La famille et les proches

Vivre une dépression post-partum peut être très difficile et frustrant pour la mère et son entourage. Il vous faudra faire preuve de patience et de compréhension. Laisser la mère s’exprimer librement et apportez-lui votre soutien en vous efforçant de ne pas poser de jugement de valeur. Les mères vivant une DPP ont de la difficulté à exprimer leurs sentiments car elles ont peur d’être jugées et que leur qualité de mères soit remise en question. Encouragez, rassurez. Surtout ne banalisez pas les symptômes en vous disant « c’est normal d’être stressée avec l’arrivée d’un bébé », soyez attentif au changement de comportement de la nouvelle maman. Le manque de sommeil peut augmenter les symptômes d’irritabilité, les crises de pleurs et le manque de patience. Proposez-vous pour garder le bébé le temps que maman fasse une sieste. Aidez pour les tâches quotidiennes afin qu’elle ait un temps de qualité à passer avec son bébé ou qu’elle puisse prendre du temps pour elle-même. Si vous vous sentez dépassé par la situation, trouvez de l’aide auprès d’un professionnel de la santé.

Les professionnels

En terme de dépistage, les professionnels de la santé (sages-femmes, infirmières, médecins traitants et gynécologues-obstétriciens) qui administrent des soins en pré et post-natal devraient systématiquement évaluer et identifier les symptômes de dépression qui se manifestent chez les femmes ayant récemment accouché. Une formation spécifique sur la dépression post-partum devrait être proposée aux intervenants de première ligne en périnatalité pour qu’il développe l’expertise et les outils nécessaires au dépistage des femmes en post-partum. L’Échelle de dépression post-natale d’Édimbourg (Edinburgh Postnatal Depression Scale, mise au point par Cox et coll) est un outil efficace pour identifier les femmes présentant des symptômes de dépression. La mère répond à une dizaine de question en soulignant la réponse se rapprochant le plus de ce qu’elle a ressenti durant la dernière semaine. Une femme qui obtient un résultat de 10 ou plus devrait être orientée vers un médecin ou un spécialiste de la santé mentale à des fins d’évaluation plus poussée.
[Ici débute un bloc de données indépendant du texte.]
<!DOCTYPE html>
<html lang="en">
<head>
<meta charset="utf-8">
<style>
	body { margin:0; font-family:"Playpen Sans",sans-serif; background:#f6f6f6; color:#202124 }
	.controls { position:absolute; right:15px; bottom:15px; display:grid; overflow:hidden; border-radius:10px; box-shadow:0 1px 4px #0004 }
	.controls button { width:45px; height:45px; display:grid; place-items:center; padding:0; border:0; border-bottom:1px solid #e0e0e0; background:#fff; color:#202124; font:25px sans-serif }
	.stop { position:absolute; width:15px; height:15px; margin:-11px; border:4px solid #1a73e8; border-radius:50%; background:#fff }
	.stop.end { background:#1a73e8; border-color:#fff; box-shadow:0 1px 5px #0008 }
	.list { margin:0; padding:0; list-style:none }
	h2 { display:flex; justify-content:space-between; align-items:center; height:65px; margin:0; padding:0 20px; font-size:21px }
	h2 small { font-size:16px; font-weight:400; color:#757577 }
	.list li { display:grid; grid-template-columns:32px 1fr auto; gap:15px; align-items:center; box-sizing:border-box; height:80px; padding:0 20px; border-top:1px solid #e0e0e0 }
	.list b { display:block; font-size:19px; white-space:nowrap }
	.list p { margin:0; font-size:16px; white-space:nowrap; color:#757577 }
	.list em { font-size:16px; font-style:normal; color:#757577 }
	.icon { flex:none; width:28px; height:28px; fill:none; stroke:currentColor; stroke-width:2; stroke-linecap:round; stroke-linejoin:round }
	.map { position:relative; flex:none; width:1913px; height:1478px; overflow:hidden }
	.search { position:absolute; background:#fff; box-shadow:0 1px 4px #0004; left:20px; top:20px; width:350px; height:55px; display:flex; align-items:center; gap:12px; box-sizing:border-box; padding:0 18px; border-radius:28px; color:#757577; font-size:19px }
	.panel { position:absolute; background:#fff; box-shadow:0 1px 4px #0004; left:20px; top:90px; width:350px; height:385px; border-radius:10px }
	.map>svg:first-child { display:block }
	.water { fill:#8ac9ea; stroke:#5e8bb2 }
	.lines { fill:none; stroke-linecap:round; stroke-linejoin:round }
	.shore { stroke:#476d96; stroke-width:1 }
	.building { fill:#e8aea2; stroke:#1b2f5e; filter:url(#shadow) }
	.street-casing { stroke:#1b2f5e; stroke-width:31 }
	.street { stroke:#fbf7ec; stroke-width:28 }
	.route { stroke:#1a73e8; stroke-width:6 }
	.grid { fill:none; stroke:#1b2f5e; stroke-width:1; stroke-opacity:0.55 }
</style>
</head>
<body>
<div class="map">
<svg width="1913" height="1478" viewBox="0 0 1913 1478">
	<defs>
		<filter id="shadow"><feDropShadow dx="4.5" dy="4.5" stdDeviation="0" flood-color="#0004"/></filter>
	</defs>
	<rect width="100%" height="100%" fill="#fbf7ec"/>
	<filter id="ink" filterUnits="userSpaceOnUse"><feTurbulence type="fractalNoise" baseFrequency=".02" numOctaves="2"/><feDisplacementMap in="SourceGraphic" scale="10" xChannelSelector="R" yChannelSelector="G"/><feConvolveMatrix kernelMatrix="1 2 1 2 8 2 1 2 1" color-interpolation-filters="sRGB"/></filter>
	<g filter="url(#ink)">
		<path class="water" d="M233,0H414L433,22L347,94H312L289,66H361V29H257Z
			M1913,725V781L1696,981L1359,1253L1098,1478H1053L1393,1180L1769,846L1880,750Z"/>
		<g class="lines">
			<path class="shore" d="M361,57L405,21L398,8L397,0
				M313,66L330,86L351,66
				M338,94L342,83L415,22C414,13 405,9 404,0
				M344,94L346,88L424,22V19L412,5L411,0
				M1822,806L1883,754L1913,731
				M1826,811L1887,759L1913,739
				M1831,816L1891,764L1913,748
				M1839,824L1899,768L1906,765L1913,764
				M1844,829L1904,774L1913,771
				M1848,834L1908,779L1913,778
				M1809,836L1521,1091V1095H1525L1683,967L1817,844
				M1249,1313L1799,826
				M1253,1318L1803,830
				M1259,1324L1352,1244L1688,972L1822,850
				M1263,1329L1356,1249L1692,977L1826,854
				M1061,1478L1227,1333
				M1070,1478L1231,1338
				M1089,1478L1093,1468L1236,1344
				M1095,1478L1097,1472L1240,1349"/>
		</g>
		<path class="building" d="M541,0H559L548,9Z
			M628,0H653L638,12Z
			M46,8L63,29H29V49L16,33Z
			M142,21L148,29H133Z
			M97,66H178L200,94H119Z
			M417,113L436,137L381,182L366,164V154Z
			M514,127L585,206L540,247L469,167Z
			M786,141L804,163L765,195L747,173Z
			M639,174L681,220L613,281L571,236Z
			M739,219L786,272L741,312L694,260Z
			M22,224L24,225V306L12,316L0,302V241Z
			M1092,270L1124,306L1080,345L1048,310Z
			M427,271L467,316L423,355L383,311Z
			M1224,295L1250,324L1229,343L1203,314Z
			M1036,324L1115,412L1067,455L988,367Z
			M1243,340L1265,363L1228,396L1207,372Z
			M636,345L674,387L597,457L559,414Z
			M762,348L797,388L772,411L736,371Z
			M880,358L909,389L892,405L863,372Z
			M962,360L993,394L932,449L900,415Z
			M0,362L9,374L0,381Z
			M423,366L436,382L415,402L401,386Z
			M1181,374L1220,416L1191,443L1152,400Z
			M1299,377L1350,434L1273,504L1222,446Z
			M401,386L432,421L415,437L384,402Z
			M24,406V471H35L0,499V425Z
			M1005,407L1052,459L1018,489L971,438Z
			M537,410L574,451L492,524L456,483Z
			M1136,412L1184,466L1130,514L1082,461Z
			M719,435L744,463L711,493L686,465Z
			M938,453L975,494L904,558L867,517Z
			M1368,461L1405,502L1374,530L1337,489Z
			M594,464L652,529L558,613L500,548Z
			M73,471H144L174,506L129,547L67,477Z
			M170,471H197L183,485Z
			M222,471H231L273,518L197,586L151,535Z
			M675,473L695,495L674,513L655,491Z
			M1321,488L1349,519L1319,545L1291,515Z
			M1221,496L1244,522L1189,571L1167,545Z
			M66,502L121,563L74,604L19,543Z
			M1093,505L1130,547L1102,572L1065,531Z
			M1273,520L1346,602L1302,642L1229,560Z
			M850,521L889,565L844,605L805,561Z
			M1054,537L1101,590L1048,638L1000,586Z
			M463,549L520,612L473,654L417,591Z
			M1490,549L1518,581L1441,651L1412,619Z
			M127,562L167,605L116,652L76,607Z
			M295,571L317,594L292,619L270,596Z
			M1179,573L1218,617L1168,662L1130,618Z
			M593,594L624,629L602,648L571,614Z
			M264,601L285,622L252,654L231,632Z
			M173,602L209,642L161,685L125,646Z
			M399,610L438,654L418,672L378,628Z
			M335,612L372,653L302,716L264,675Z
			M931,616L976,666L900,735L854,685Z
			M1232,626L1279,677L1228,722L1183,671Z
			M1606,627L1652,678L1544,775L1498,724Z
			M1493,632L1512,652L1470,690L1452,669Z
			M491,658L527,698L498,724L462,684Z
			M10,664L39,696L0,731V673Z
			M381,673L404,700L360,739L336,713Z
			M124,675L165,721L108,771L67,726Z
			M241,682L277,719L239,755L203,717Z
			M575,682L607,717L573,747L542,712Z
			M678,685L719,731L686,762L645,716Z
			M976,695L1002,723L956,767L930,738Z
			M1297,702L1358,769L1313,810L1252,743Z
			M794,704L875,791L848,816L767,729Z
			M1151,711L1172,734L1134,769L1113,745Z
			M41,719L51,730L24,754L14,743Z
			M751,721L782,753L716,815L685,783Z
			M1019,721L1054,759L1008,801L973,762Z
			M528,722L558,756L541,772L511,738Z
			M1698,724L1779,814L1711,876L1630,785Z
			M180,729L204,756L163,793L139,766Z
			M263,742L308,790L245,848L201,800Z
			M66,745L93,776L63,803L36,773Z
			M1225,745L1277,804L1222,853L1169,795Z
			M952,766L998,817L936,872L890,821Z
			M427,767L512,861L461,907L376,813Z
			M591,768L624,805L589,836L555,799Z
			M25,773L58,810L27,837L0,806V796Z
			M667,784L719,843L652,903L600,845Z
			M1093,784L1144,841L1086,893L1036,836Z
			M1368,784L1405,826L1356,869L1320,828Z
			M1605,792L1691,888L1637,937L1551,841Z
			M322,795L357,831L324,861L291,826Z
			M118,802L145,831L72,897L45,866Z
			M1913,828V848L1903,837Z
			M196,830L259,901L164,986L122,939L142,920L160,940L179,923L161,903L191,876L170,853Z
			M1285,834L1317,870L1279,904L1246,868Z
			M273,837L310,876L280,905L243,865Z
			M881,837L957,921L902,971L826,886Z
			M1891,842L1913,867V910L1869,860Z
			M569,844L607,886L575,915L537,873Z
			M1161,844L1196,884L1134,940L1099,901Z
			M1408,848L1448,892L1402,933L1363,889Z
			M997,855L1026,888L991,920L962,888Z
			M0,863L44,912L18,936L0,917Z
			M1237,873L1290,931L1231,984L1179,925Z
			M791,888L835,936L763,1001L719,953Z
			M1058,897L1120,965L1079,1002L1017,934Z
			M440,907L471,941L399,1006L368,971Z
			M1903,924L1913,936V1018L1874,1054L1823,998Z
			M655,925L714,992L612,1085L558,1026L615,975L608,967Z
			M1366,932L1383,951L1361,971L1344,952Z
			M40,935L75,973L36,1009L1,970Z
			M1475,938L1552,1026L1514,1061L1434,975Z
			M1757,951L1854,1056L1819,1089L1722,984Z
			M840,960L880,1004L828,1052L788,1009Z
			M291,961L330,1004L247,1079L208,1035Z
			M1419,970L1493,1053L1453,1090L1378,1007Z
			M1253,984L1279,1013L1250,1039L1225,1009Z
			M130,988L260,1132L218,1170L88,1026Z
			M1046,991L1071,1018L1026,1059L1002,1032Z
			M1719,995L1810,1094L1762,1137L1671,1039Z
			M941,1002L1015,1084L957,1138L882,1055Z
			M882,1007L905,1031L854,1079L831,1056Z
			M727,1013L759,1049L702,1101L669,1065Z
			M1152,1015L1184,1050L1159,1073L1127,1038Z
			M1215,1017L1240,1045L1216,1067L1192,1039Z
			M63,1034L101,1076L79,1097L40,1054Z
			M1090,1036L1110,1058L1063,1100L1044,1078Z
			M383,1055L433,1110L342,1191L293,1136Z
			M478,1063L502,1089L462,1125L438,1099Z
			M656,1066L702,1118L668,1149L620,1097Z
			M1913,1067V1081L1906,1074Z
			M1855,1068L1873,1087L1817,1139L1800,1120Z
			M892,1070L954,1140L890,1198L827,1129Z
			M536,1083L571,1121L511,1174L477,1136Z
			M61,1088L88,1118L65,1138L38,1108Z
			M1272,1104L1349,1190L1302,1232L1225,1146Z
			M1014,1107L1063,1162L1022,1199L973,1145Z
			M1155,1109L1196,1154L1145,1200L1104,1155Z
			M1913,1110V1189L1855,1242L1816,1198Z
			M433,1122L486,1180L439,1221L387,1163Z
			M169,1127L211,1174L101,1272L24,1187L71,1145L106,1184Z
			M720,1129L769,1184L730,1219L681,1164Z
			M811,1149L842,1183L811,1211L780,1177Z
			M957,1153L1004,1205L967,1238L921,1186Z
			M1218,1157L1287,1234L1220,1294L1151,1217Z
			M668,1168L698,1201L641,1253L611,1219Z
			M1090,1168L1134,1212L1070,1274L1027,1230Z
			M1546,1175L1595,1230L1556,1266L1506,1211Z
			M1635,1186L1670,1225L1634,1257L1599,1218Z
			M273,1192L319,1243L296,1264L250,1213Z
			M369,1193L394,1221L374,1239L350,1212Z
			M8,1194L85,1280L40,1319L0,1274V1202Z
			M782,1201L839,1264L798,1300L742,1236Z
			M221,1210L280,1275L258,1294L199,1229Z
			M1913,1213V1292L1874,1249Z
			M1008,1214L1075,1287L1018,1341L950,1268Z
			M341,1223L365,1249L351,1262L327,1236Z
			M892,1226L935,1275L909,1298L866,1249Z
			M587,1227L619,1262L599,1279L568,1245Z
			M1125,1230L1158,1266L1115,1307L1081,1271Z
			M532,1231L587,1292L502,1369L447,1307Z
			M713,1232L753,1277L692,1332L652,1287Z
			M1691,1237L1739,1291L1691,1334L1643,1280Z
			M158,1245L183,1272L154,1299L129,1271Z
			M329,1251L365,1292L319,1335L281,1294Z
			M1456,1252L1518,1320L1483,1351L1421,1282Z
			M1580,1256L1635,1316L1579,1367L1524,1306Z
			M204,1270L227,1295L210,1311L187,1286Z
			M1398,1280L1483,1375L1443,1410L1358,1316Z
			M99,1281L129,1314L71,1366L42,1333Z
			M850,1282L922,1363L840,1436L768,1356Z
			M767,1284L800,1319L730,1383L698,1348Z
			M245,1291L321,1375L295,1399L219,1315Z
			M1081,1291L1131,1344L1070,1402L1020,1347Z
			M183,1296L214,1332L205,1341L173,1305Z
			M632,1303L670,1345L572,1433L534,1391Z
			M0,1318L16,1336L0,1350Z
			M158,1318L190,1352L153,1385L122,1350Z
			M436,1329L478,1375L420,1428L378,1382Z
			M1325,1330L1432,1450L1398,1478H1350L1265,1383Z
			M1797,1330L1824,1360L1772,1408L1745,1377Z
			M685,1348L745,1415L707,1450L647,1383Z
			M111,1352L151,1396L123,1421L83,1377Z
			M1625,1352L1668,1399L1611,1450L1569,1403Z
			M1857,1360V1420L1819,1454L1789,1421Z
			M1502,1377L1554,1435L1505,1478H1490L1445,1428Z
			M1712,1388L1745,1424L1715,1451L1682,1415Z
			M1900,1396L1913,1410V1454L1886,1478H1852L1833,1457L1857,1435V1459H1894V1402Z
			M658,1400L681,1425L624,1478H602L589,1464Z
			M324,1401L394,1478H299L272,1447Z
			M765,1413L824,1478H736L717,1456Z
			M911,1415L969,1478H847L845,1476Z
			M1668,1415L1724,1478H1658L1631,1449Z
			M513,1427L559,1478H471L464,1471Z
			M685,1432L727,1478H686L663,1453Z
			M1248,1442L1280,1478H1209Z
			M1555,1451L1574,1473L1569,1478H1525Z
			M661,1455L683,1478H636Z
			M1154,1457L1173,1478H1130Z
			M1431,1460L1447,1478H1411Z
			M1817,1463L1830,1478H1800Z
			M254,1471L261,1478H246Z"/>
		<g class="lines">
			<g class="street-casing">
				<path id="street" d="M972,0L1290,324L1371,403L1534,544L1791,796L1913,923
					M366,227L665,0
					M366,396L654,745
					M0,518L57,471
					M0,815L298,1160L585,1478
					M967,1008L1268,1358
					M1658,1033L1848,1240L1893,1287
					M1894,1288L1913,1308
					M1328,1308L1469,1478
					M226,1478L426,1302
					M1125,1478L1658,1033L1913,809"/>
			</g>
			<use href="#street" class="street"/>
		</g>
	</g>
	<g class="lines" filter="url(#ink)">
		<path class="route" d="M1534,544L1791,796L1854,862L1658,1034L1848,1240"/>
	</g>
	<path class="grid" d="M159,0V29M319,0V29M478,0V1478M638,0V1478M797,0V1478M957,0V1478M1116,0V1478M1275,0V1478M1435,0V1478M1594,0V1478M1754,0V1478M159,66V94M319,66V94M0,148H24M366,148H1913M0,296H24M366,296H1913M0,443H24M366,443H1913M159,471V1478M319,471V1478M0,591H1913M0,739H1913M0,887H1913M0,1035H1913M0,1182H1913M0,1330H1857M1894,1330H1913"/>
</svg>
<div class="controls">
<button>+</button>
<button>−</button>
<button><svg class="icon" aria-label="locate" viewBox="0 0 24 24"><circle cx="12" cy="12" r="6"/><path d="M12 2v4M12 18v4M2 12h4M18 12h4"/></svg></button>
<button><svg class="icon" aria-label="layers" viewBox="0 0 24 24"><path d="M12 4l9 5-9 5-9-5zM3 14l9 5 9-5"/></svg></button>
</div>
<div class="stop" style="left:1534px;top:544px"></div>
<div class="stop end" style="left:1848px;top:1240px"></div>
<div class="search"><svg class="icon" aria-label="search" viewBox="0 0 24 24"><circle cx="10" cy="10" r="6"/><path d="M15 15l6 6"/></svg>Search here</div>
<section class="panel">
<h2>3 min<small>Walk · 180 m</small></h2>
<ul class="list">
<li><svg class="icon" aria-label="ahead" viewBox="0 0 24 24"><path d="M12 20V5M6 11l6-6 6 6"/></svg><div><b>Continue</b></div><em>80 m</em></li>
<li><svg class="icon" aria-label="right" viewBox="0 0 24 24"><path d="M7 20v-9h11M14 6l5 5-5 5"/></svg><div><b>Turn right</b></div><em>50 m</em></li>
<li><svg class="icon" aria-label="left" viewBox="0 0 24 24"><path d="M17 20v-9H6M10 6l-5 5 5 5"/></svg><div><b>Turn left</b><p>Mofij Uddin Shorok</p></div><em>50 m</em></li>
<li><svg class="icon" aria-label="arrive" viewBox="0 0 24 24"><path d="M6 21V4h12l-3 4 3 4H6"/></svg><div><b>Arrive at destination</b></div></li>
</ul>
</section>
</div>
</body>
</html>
Echelle de dépression post-partum d’Edimbourg :

Certaines mères dépressives consultent fréquemment le pédiatre, elles projettent leur anxiété sur le nouveau-né et ont peur qu’ils soient en mauvaises santé. Le pédiatre doit pouvoir dépister la dépression maternelle et aiguiller la mère vers une évaluation  en la référant à son médecin de famille. Il devrait s’informer systématiquement des antécédents familiaux ou personnels de dépression chez la mère. Afin de faire une évaluation complète, il doit être en mesure de s’assurer que le nouveau-né vit dans un environnement adéquat et que les soins qu’il reçoit sont propice à son  développement. Il est donc important qu’il évalue les symptômes de DPP auprès des nouvelles mères.

Est-il possible de prévenir la DPP ?

En termes de prévention, les interventions sont à mener aux différentes périodes de la maternité : grossesse, accouchement et post-partum.

La prévention primaire de la dépression postnatale consiste à dépister les mères à risque dès la grossesse (antécédents personnels ou familiaux de dépression ou d’autres affections psychiatriques, mauvaise qualité de la relation avec leur propre mère, problèmes de couple, état dépressif pendant la grossesse ou anxiété excessive chez la future mère, événements de vie stressants pendant ou peu de temps avant la grossesse, manque de soutien, césarienne pratiquée en urgence) et leur offrir un soutien adapté à leur besoin. De plus en plus de mères participent à des rencontres prénatales. Ces rencontres sont données en groupe au niveau des CLSC par les infirmières ou en privé avec des accompagnantes à la naissance ou des sages-femmes. Ces rencontres doivent permettre de :

  • Donner de l’information sur la DPP à la femme enceinte et à son conjoint,
  • Faire de l’éducation anténatale et apporter un soutien psychologique pour préparer le couple de manière pratique aux soins à apporter au bébé après la naissance,
  • Aider dans la recherche d’un réseau de soutien stable et suffisant (famille, amis, organismes communautaires, etc.),
  • Informer le conjoint de l’existence des facteurs de risque et lui proposer une aide psychologique,
  • Conseiller d’éviter l’accumulation d’événements stressants comme un changement de travail, un déménagement, etc.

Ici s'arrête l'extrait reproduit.